Saturday, February 9, 2008

Wilson, Samuel M. and Leighton C. Peterson. (2002). “The Anthropology of Online Communities.”

Wilson, Samuel M. and Leighton C. Peterson. (2002). “The Anthropology of Online Communities.”

In their article Wilson and Leighton raise these questions: How have scholars approached
online communities and online communication in general? Is the concept of community
itself misleading? How are issues of power and access manifested in this
arena?

They state that the shortage of “mainstream anthropological
research on the Internet and computing reflects the fact that anthropology has not
played a central role in studies of mass media in the past; anthropologists have positioned
media as peripheral to culture.”

They argue that “anthropology is uniquely suited for the study of socioculturally situated
online communication within a rapidly changing context. Anthropological
methodologies enable the investigation of cross-cultural, multiileveled, and multisited
phenomena…” This is changing as “Recently there have been calls for an ethnographic approach to the issues of new media, an approach that is timely and indispensable as we begin to theorize the sociocultural
implications of new communication technology.”

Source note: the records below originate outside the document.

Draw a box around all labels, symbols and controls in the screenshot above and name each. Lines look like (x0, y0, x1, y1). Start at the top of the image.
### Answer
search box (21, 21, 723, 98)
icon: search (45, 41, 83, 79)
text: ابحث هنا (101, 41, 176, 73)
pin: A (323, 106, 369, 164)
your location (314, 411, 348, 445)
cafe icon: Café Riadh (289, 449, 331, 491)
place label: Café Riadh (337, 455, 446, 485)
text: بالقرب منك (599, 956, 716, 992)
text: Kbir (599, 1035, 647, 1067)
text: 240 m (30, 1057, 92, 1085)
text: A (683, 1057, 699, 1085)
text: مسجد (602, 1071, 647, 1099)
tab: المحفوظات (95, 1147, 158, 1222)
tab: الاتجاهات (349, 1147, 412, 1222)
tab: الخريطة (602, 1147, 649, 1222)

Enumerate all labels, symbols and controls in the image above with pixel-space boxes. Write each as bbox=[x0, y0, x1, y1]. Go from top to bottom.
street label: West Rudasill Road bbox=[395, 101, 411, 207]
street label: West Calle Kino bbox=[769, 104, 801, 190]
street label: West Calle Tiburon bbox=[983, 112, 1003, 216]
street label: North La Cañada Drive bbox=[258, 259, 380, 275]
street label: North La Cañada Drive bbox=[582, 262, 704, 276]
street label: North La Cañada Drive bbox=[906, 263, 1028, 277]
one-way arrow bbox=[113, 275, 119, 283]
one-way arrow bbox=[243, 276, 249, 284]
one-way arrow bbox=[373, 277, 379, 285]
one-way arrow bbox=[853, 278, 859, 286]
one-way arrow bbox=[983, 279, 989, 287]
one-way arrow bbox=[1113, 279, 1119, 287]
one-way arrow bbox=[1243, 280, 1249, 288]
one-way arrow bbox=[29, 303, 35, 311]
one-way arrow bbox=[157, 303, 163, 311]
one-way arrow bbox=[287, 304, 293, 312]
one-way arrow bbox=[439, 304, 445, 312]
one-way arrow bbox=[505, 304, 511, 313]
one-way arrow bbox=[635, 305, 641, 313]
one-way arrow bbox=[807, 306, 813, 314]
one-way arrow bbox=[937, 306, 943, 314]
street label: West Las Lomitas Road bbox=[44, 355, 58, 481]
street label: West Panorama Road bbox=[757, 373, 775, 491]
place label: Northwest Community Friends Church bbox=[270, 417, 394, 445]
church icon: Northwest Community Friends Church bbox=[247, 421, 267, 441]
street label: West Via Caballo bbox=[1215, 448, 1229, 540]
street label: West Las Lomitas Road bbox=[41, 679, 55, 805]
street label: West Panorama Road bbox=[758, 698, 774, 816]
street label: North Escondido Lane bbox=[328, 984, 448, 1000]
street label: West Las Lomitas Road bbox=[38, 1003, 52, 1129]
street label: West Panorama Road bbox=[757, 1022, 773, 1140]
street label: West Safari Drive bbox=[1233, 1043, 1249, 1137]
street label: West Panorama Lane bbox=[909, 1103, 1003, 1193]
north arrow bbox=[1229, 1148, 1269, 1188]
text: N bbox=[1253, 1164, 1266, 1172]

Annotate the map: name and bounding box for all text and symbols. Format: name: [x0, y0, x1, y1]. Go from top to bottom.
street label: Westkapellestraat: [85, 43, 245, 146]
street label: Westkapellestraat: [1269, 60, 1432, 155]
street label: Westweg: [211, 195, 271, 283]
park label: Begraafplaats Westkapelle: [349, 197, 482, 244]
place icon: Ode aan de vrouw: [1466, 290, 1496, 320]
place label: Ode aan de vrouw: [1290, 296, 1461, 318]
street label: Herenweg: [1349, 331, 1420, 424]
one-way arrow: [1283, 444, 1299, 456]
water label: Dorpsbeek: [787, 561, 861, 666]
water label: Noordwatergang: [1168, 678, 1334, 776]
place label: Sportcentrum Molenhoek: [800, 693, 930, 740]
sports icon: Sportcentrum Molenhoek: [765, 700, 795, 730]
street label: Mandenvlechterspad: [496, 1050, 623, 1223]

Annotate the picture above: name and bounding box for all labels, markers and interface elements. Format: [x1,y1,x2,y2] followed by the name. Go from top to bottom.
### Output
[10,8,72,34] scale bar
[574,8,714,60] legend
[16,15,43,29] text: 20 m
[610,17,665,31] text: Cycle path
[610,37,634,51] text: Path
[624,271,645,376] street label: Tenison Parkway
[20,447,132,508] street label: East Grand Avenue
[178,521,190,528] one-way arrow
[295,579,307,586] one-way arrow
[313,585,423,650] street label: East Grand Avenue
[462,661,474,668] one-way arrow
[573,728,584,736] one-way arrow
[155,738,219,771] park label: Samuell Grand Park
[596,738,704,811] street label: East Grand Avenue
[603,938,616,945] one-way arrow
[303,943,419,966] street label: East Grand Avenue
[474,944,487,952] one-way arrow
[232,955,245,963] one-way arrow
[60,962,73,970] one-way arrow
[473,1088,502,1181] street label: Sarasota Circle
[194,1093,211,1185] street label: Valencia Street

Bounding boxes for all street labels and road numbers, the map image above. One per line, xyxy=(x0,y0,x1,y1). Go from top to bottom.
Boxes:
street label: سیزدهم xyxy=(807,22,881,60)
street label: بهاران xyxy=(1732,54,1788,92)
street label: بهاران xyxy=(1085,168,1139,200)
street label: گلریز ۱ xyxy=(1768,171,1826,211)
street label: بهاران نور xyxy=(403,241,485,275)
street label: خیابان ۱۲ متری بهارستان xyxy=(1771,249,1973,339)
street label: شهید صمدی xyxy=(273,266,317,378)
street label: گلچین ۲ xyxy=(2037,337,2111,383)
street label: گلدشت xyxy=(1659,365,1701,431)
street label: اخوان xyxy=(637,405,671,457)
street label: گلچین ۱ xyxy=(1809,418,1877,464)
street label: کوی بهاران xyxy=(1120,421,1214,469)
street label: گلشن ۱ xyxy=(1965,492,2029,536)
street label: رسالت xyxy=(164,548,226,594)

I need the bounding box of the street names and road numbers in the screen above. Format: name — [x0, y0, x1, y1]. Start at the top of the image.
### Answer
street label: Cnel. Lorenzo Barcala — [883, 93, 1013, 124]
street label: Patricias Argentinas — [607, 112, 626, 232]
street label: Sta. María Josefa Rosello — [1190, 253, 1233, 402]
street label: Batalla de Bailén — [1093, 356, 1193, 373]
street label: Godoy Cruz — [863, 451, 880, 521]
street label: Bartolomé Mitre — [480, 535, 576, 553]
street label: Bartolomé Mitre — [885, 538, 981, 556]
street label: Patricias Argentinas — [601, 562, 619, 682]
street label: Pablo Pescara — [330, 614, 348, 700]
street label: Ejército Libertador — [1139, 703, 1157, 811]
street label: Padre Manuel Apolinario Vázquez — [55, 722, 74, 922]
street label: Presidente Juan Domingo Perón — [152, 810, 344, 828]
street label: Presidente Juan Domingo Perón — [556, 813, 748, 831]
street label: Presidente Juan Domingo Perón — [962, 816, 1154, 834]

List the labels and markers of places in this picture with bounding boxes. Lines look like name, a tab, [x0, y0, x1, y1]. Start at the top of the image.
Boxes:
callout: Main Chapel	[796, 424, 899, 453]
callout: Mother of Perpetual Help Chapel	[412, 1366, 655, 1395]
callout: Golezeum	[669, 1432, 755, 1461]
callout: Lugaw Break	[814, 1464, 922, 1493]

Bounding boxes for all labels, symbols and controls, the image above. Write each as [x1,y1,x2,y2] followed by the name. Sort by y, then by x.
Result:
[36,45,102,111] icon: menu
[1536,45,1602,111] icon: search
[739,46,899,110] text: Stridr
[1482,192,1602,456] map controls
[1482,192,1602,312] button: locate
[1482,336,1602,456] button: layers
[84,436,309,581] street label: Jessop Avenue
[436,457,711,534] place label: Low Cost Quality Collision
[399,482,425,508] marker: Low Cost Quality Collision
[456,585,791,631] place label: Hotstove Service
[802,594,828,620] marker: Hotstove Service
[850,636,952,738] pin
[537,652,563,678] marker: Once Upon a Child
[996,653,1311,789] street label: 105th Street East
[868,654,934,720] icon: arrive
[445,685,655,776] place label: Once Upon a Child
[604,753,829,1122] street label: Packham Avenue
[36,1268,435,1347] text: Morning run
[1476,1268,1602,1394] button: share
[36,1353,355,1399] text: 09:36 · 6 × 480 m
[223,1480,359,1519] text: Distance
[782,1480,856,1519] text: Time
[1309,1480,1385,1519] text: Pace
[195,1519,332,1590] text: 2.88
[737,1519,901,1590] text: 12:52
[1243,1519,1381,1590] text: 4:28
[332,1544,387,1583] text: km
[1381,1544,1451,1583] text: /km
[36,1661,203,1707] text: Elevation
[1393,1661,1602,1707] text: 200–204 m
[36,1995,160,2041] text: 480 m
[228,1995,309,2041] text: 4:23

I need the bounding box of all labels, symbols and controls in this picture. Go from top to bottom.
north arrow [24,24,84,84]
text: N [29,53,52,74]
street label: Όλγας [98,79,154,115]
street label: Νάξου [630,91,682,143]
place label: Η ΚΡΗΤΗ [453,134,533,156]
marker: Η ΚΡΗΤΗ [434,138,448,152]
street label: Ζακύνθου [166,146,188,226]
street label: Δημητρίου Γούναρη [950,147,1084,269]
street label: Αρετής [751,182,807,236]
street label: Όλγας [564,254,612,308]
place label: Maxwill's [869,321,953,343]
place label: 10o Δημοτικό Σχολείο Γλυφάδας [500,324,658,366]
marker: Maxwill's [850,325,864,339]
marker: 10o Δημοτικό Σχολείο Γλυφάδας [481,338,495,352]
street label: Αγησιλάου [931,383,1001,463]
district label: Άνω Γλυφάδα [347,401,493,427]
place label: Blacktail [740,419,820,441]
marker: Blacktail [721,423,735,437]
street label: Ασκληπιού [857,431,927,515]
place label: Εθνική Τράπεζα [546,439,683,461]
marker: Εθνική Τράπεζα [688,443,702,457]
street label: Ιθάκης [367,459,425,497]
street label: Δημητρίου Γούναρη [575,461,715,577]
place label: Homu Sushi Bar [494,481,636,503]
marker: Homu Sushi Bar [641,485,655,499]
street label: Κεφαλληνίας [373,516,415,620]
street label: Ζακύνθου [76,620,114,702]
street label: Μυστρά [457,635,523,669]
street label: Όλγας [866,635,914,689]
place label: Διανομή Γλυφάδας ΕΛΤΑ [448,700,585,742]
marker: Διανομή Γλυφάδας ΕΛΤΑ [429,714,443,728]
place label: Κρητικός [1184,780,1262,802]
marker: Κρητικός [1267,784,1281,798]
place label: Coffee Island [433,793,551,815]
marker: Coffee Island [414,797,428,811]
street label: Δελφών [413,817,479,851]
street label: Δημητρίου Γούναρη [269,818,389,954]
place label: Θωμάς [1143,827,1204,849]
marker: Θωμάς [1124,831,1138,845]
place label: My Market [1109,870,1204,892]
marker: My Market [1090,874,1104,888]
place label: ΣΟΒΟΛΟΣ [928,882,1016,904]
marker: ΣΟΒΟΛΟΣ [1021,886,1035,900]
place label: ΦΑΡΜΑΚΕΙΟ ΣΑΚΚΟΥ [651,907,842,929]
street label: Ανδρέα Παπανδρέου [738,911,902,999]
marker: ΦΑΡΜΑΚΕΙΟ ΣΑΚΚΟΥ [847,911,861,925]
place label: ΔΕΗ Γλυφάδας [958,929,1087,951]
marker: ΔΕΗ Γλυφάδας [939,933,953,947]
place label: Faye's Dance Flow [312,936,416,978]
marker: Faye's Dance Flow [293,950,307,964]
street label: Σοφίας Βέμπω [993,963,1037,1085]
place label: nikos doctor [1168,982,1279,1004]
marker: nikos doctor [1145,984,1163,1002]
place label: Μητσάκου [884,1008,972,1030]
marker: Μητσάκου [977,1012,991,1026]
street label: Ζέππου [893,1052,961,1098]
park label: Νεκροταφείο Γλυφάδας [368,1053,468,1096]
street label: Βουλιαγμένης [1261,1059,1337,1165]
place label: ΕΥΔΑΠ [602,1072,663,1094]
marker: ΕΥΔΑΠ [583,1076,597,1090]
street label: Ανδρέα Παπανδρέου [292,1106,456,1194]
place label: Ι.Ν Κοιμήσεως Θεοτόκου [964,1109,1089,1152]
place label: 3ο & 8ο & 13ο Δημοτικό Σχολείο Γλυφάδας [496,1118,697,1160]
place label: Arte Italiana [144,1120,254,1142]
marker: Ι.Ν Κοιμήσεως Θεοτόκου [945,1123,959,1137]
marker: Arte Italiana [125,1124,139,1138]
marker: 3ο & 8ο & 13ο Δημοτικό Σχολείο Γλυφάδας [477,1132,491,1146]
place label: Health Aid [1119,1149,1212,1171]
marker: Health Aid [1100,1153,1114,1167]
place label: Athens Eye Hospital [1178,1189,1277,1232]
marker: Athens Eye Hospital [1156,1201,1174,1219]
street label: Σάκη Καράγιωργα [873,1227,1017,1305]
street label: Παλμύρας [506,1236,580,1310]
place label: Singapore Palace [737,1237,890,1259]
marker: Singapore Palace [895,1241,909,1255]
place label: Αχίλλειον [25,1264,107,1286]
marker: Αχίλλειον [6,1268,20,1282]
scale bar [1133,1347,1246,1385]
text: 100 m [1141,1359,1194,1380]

Kollock, Peter and Marc A. Smith. (1999). “Communities in Cyberspace.”

The authors show two visions associated with description of social networks. One, optimistic that “highlights the positive effects of networks and their benefits for democracy and prosperity” (p. 22), the other, pessimistic, shows individuals who “are trapped and ensnared in a ‘net’ that predominantly offers new opportunities for surveillance and social control” (p. 4).

They provide examples to illustrate participation in community networks’. the Big Sky Telegraph community networks that managed to attract less than 1/3 of potential users of one-room teachers in Montana was a failure, and the success story of the Jervey Place taskforce that attracted a host of help from prominent architect and community leaders, which would not be possible without the Internet.

I agree with their conclusion that the overly optimists view of new technology is not the serious analysis but prediction. In the past, new technologies such as “the telegraph, radio, movies, and television did create revolutions, but no the ones that were expected” (p.23).